Financially, quitting my job halfway through the season when there are virtually no jobs to be found and bills to be paid and a visa to be bought might not be the best idea. But money does not buy happiness. It does buy food, shelter, utilities and chapstick, the essentials of life. But we are lucky enough to be in a position from which we are unlikely to starve or become homeless. I have a backup plan, I’ll still be pulling my weight and chipping in for the chapstick and other staples. And perhaps most importantly, I have a husband who supports me, trusts me, and takes care of me even if I’ll never admit that I sometimes need to be taken care of. He watches our dollars and cents carefully, but he also has the sense to know that his sanity comes at the expense of my sanity, and he’ll pay a lot to keep me sane. He’s wise beyond his years.
The truth is that I have discovered that I’m not even on the right path to getting to the right path for me. It may be that choices made and opportunities pursued at age 20 might not have been informed enough and I’m now left with what seems like time lost and money wasted while the best bet for my professional future sits within reach. Within reach but somewhat untouchable because of the time and money that are required to accomplish that goal, not to mention the pride that has to be swallowed in order to admit that I may have been wrong with my first guess at what would make me happy.
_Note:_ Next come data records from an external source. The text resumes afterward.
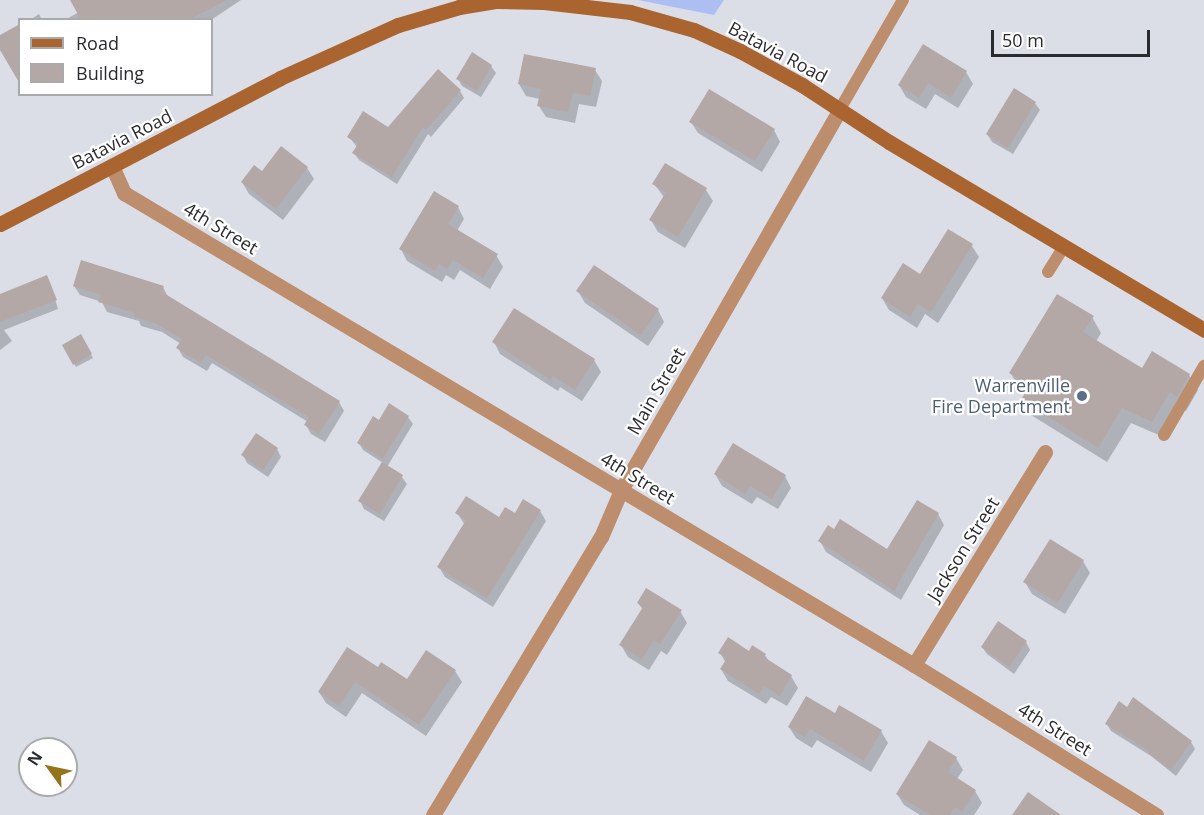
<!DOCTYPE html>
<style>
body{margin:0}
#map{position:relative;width:1204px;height:815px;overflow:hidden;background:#dbdee7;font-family:"Open Sans",sans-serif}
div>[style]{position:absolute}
.green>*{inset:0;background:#adbef3}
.shadow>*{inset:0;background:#0003}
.building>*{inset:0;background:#b3a8a6}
.service>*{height:12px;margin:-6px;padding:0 6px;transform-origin:6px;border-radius:6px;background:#bd8e6d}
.minor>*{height:15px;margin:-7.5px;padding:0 7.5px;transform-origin:7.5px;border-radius:7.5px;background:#bd8e6d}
.secondary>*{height:15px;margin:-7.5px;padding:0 7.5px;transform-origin:7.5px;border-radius:7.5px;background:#a9642f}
.dots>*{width:16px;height:16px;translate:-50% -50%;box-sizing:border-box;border:3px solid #fff;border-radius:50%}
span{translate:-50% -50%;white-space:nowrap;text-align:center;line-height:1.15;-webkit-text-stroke:4.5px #fff;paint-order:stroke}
.street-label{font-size:18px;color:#2a2b2f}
.service-label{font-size:18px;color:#4e5e75}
.right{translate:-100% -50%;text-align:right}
.legend{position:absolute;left:18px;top:18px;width:195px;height:78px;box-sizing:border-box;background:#fff;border:2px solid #aaaaac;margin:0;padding:8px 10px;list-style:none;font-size:18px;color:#2a2b2f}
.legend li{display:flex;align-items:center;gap:12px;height:30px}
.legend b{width:30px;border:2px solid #aaaaac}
.north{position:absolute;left:18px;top:737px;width:60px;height:60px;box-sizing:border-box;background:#fff;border:2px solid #aaaaac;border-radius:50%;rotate:303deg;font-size:16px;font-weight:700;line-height:24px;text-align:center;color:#2a2b2f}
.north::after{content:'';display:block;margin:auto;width:21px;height:27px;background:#94731b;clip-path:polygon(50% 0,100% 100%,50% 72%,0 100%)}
.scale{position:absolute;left:991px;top:30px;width:159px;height:27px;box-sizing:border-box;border:3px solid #2a2b2f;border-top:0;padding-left:8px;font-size:18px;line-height:21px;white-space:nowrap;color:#2a2b2f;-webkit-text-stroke:4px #fff;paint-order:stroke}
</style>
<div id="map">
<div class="green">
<i style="clip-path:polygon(638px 0,724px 0,714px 15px)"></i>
</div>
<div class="shadow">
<i style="clip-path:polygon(80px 0,241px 0,211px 20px,65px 20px,79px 12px)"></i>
<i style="clip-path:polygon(39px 14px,42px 20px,30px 20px)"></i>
<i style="clip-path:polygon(491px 66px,496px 73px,481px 97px,462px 86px,458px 79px)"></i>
<i style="clip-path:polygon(595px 70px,602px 81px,596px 107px,579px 104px,575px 123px,546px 117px,539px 106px,540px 99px,526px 96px,519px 84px)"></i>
<i style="clip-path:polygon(966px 72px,973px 84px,958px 108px,935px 94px,926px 109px,906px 97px,899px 85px)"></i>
<i style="clip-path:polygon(460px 91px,464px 98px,431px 137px,428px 134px,397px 184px,359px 160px,354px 153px,357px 147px,349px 137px,388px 129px)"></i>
<i style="clip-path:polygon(1035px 103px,1040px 110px,1013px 154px,992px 142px,987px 134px)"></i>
<i style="clip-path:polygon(691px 122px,774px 130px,780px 142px,762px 172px,698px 133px)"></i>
<i style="clip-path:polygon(665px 165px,706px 190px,713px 201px,685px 248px,658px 232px,651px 220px,664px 197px,654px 184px)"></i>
<i style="clip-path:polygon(307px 168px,314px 179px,283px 220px,249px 194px,242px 182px,262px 173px)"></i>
<i style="clip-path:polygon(458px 207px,464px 219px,457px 231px,496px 255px,503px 267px,490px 289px,460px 270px,454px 280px,446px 275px,442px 282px,407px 261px,401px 249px)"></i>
<i style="clip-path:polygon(972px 246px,979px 257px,938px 323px,925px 314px,917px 328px,889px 310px,882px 298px)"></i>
<i style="clip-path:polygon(51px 285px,58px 309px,4px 330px,12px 341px,0 350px,0 295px)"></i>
<i style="clip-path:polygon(74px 286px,163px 287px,168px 297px,339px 402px,344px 411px,325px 442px,311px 434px,306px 425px,308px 422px,212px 363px,207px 371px,183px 357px,178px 348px,181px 344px,162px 332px,141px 326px,139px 321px,107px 312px,102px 302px,80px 295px)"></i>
<i style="clip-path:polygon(578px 291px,658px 310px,664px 322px,648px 346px,585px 303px)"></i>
<i style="clip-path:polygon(1092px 317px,1101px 333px,1096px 342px,1142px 370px,1189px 375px,1198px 390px,1186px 411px,1179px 407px,1161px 436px,1131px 423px,1107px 462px,1031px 415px,1022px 400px,1026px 393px,1019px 389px,1011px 373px)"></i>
<i style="clip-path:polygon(80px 336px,93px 358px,76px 367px,64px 346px)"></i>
<i style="clip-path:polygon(494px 342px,594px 360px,601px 372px,582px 401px,560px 387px,558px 391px,500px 354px)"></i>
<i style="clip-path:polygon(408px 417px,413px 424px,387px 467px,402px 477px,407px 484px,384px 521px,364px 509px,360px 501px,383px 463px,363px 450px,359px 443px)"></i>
<i style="clip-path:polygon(277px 449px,281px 457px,268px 477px,247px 463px,243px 455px)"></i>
<i style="clip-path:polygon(715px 474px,785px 476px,791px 488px,778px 509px,757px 497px,752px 504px,722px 486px)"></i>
<i style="clip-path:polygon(918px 502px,938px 514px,944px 525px,901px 600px,826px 552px,820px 541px,888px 551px)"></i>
<i style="clip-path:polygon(540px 511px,546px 521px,493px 607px,445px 577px,439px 567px,465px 525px,457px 513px,500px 519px)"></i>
<i style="clip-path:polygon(1083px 561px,1090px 573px,1065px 614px,1032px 594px,1025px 582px)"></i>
<i style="clip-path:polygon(638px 603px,680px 611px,687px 623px,667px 655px,661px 651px,649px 670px,628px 657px,621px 645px,643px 610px)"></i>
<i style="clip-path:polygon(999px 623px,1026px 642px,1030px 650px,1014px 674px,987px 654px,982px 647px)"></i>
<i style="clip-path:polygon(720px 653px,765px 655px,770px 663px,791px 676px,798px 688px,787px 706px,771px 697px,766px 704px,728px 681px,721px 669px,726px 663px)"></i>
<i style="clip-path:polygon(378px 669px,407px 681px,455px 671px,462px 682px,426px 736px,362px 693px,346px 717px,326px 703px,319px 692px)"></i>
<i style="clip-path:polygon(1134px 699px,1191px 742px,1195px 749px,1176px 776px,1151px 756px,1111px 731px,1107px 724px,1128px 709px)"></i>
<i style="clip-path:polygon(789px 727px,881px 731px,888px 743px,871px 772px,817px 740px,812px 748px,796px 738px)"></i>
<i style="clip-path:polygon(956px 758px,963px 770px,957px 779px,975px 791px,982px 803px,974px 815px,920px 815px,904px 805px,897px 794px)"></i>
</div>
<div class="building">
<i style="clip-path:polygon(70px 0,227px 0,188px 20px,81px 20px)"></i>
<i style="clip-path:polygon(20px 24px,20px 84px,0 50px,0 35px)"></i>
<i style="clip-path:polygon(923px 44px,967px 71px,951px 98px,928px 83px,919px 98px,898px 85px)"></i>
<i style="clip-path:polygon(472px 52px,492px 65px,477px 91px,456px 79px)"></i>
<i style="clip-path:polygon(524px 54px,596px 68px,590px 96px,573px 93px,568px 112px,537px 106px,541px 89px,518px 84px)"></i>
<i style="clip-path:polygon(438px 69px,461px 90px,426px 130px,423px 127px,392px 177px,352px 153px,358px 144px,347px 137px,363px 111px,388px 127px)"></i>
<i style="clip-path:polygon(1014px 88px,1036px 102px,1008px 148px,986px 134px)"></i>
<i style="clip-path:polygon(709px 89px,775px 129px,755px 161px,689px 122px)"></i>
<i style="clip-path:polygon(281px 146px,308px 167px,276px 209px,241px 182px,254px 165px,262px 171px)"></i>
<i style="clip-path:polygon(665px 163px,707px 188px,678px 237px,649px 220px,666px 192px,652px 184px)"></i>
<i style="clip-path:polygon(434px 191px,459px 206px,448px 224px,498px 254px,483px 278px,453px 260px,447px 269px,439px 264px,435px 271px,399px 249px)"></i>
<i style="clip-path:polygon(948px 229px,973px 244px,931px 312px,918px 304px,910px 317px,881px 298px,903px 263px,920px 274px)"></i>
<i style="clip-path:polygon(81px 260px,164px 286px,162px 292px,340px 401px,319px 434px,304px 425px,309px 417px,206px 355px,201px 363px,176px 348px,182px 339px,155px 323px,134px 317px,135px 313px,98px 302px,101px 295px,73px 286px)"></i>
<i style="clip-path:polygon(594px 265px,659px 309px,641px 335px,576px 291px)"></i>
<i style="clip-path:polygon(47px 275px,57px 300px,0 322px,0 294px)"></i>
<i style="clip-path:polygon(1057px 294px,1094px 316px,1083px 332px,1142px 368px,1152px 351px,1190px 374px,1177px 397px,1170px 392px,1152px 422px,1122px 408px,1098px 448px,1021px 400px,1029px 386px,1009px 373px)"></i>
<i style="clip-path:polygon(514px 308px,595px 359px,575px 390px,553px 376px,551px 380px,492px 342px)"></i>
<i style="clip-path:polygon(81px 334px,92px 354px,73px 365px,62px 345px)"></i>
<i style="clip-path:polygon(389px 403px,409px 416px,383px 459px,357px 443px,373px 416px,379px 420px)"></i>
<i style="clip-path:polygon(256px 433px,278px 448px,263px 470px,241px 455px)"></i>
<i style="clip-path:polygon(733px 443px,786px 475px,772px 499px,750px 486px,745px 494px,714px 474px)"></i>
<i style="clip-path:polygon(382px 462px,403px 475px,380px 514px,358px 501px)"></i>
<i style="clip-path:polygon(466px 496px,499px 517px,505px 507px,515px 513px,523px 499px,541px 510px,487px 598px,437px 567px,466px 520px,455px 513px)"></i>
<i style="clip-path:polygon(917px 500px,939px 513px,894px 591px,818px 541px,828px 525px,834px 529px,840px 519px,887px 549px)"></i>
<i style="clip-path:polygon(1050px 539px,1084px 560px,1058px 603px,1023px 582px)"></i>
<i style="clip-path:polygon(646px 588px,682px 610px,660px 644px,654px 640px,642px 659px,619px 645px,643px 607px,637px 603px)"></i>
<i style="clip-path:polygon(998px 621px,1027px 641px,1009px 667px,981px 647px)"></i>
<i style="clip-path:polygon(728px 637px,749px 651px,752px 645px,766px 654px,764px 657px,792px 675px,780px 696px,764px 686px,759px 694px,720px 669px,727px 658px,718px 653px)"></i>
<i style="clip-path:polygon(347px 647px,378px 667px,381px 662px,407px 679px,426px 650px,456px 670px,419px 725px,355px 682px,339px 706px,318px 692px)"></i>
<i style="clip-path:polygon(806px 696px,835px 713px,839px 705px,882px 730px,864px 761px,810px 729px,805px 737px,788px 727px)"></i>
<i style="clip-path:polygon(1133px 697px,1192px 741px,1171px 770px,1148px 753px,1149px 751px,1105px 724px,1119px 701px,1127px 707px)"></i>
<i style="clip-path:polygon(929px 740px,957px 757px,948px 772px,976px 790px,962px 812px,955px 807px,950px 815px,930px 815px,896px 794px)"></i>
<i style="clip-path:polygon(1028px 792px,1061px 815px,1012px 815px)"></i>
</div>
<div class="service">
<i style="left:840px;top:109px;width:126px;rotate:-60deg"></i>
<i style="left:1048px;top:272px;width:31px;rotate:-58deg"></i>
<i style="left:1164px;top:435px;width:80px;rotate:-59.9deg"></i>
</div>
<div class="minor">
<i style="left:112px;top:166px;width:30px;rotate:66deg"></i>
<i style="left:124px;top:193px;width:920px;rotate:30.86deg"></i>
<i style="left:914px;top:665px;width:285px;rotate:31.8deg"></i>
<i style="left:914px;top:665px;width:250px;rotate:-58.4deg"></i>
<i style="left:433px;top:815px;width:325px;rotate:-58.9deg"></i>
<i style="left:601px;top:537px;width:51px;rotate:-66.9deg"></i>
<i style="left:621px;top:490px;width:439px;rotate:-60.1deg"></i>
</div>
<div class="secondary">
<i style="left:0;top:224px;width:316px;rotate:-27.5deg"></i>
<i style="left:280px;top:78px;width:129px;rotate:-24.2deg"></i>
<i style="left:398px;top:25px;width:64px;rotate:-16.4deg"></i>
<i style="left:459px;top:7px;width:37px;rotate:-9deg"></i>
<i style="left:496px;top:1px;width:48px;rotate:1.2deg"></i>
<i style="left:544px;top:2px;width:87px;rotate:6.6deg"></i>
<i style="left:630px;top:12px;width:66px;rotate:15.7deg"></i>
<i style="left:694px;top:30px;width:51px;rotate:24.5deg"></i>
<i style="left:740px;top:51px;width:71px;rotate:28.7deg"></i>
<i style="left:802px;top:85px;width:104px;rotate:33.2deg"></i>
<i style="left:889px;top:142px;width:367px;rotate:30.8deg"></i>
</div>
<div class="dots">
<i style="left:1082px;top:396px;background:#5c6f8a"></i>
</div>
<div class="street-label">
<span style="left:778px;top:52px;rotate:28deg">Batavia Road</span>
<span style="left:122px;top:139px;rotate:-27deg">Batavia Road</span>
<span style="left:221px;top:228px;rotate:31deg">4th Street</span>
<span style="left:656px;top:391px;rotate:-60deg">Main Street</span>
<span style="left:638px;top:478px;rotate:31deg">4th Street</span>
<span style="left:963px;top:549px;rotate:-58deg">Jackson Street</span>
<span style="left:1055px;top:729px;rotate:32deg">4th Street</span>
</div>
<div class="service-label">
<span class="right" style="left:1070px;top:396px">Warrenville<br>Fire Department</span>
</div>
<ul class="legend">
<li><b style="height:8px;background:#a9642f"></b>Road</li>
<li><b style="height:16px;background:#b3a8a6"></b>Building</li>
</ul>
<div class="north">N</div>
<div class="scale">50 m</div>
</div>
Both of my parents, the best role models a girl could ever want, have had lifelong careers, started in their mid-twenties, and both of them have had great success in their professions. I know, like most parents, they just want me to be happy and if making a change makes me happy, they’ll support me. My husband, while not yet started on his ‘real-life’ career, has a job that pays him for doing the thing he loves most in the world, and he’s good at it. We both know that hockey will, ineveitably, come to an end, and he will have to answer the question that strikes fear into the hearts of many minor league professional atheletes: What’s next? But until then he has what most people only dream of and what I still hope to find. Everyone in the family I married into has a job that they seem to have always known they wanted, and they do it well and with gusto. Can you feel the pressure I’m under?
The fear of letting my parents, my in-laws and Dave down weighs on my heavily, because it occurs to me that people with such love for and success within their professions can’t understand the regret and confusion of someone who still hasn’t found their groove. In reality, they all love and support me in a way that is almost sickeningly encouraging. How can I throw a proper pity party if everyone stands behind me so solidly? Instead I have to decide to be the spicy weirdo of our family, the wandering gypsy woman who collects experiences until one day she opens up her bag and finds that they were all parts to one whole. I take signs from the universe and interpret them the way I see fit. If I get a sign telling me to build a teepee on the front yard sell homemade soap, I’ll do it with the support of an entire family of passionate professionals. What better comfort is there for a quitter?